I have come so far that I can see my target dataset:

[+]  0 uncompressed bytes
[+] Dataset 42
[+]  dnode [DSL dataset] 1B 1L/16384 blkptr[0]=empty bonus[320]=[ds_dir_obj=39 ds_prev_snap_obj=18 ds_prev_snap_txg=1 ds_prev_next_obj=0 ds_snapnames_zapobj=43 ds_num_children=0 ds_creation_time=1493841428 ds_creation_txg=25 ds_deadlist_obj=44 ds_used_bytes=2078356136912 ds_compressed_bytes=2044477967872 ds_uncompressed_bytes=2389135736320 ds_unique_bytes=2078356136912 ds_fsid_guid=30636525258139123 ds_guid=7520248390229983303 ds_restoring=4 ds_bp=<[L0 DMU objset] 800L/800P DVA[0]=<0:2d000008000:2200> DVA[1]=<0:3f000000000:2200> DVA[2]=<0:0:200> birth=108373 fletcher4 off LE contiguous fill=7460273>]
[+]  creation timestamp 1493841428
[+]  creation txg 25
[+]  2389135736320 uncompressed bytes
[+] Dataset 21

However recovery currently still fails when ddss.analyse() is called on dataset 42:
The program tries to fetch a master_dnode with dnode_id 1 and traverses in some kind of tree,
for blockid 0. blocktree level is 7 (quite much?).

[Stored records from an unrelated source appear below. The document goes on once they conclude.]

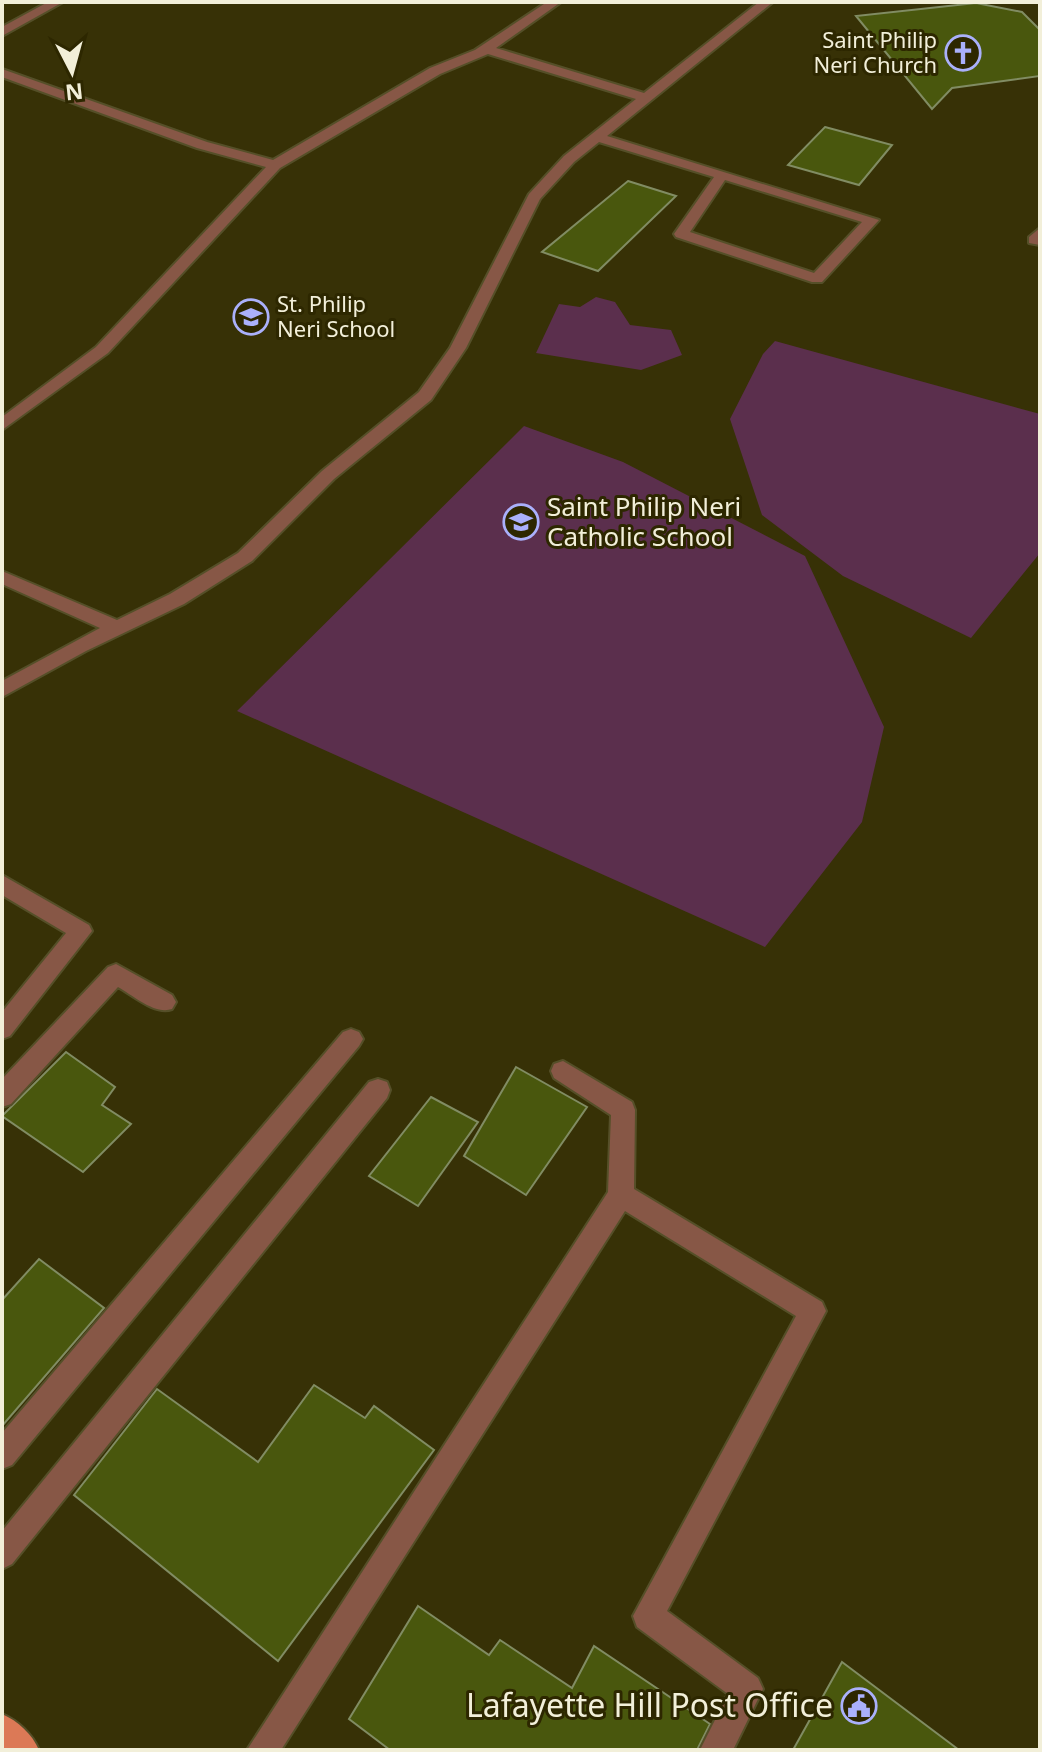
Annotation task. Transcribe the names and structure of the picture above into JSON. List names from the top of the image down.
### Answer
{
  "places": {
    "church": ["Saint Philip Neri Church"],
    "school or university": ["St. Philip Neri School", "Saint Philip Neri Catholic School"],
    "public building": ["Lafayette Hill Post Office"]
  },
  "north": "bottom"
}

ObjectSet._dnodes_per_block == 32
BlockTree._level == 7
BlockTree._blocks_per_level == 128

the indices on traversal are [0,0,0,0,0,0].
However when traversing down the tree, level 0-3 go ok, however when
reaching level 4 the data seems corrupt and decompress stops working.
Trying to figure out what is wrong.

Is there maybe a change in structure of the blocktree in zfslinux or are there
features that I need to take in consideration that could cause the failure?

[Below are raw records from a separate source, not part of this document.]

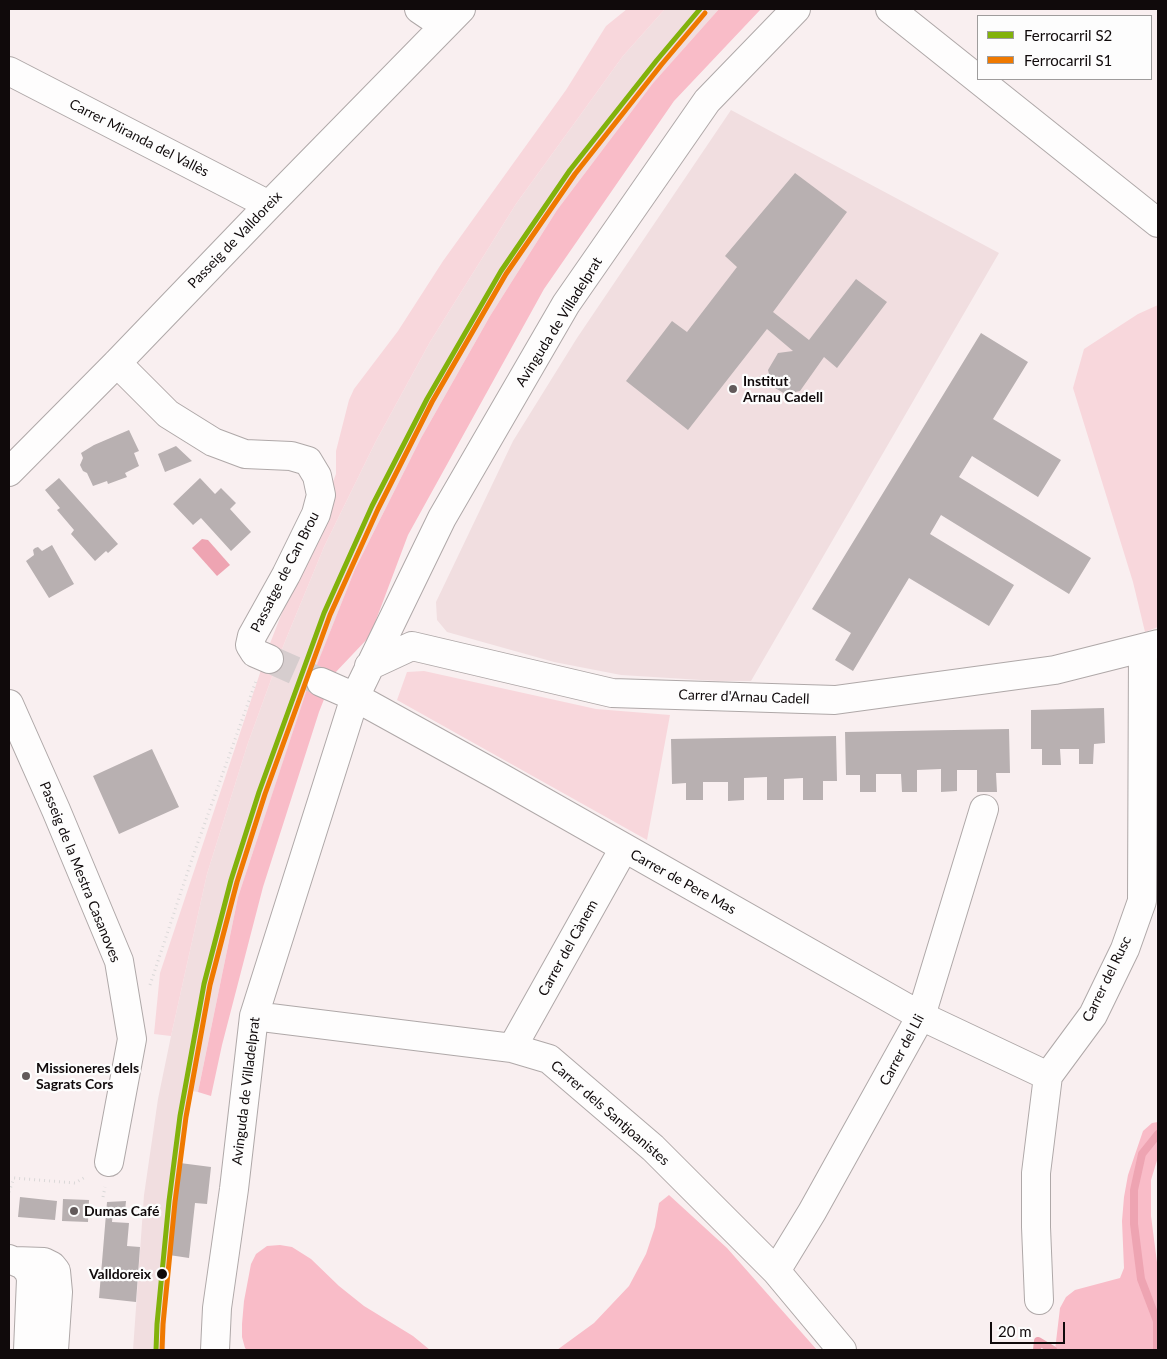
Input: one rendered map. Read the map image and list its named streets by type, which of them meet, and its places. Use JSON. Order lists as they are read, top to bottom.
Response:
{
  "streets": {
    "street": [
      "Carrer Miranda del Vallès",
      "Passeig de Valldoreix",
      "Avinguda de Villadelprat",
      "Passatge de Can Brou",
      "Carrer d'Arnau Cadell",
      "Passeig de la Mestra Casanoves",
      "Carrer de Pere Mas",
      "Carrer del Cànem",
      "Carrer del Rusc",
      "Carrer del Lli",
      "Carrer dels Santjoanistes"
    ]
  },
  "crossings": [
    ["Carrer Miranda del Vallès", "Passeig de Valldoreix"],
    ["Passeig de Valldoreix", "Passatge de Can Brou"],
    ["Avinguda de Villadelprat", "Carrer d'Arnau Cadell"],
    ["Avinguda de Villadelprat", "Carrer de Pere Mas"],
    ["Avinguda de Villadelprat", "Carrer dels Santjoanistes"],
    ["Carrer d'Arnau Cadell", "Carrer del Rusc"],
    ["Carrer de Pere Mas", "Carrer del Cànem"],
    ["Carrer de Pere Mas", "Carrer del Rusc"],
    ["Carrer de Pere Mas", "Carrer del Lli"],
    ["Carrer del Cànem", "Carrer dels Santjoanistes"],
    ["Carrer del Lli", "Carrer dels Santjoanistes"]
  ],
  "places": [
    "Institut Arnau Cadell",
    "Missioneres dels Sagrats Cors",
    "Dumas Café",
    "Valldoreix"
  ],
  "lines": ["rail line S2", "rail line S1"],
  "legend": ["Ferrocarril S2", "Ferrocarril S1"],
  "scale_bar": "20 m"
}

dnode = DNode(data=block_data[dnid*512:(dnid+1)*512])
in ObjectSet also seems to have the dependency on ashift. There
is a ObjectSet._dnodes_per_block calculation involved. Also the
BlockTree._blocks_per_level that create the traversal indexes depends on
the sector size loaded...

from py-zfs-rescue.

hiliev avatar hiliev commented on July 28, 2024

In my experience, object sets always have 7-level block pointer trees. This is logical as the number of objects in the set can grow very large and there should be enough growth potential for the dnode list. If the block tree breaks at a certain level, the block at the corresponding level may be corrupt. Try adding dva=1 to the DataSet constructor here. This will read from the second copy of the object set. This is another feature missing from the code - if reading a block fails, it should retry the other DVAs in the bptr if any.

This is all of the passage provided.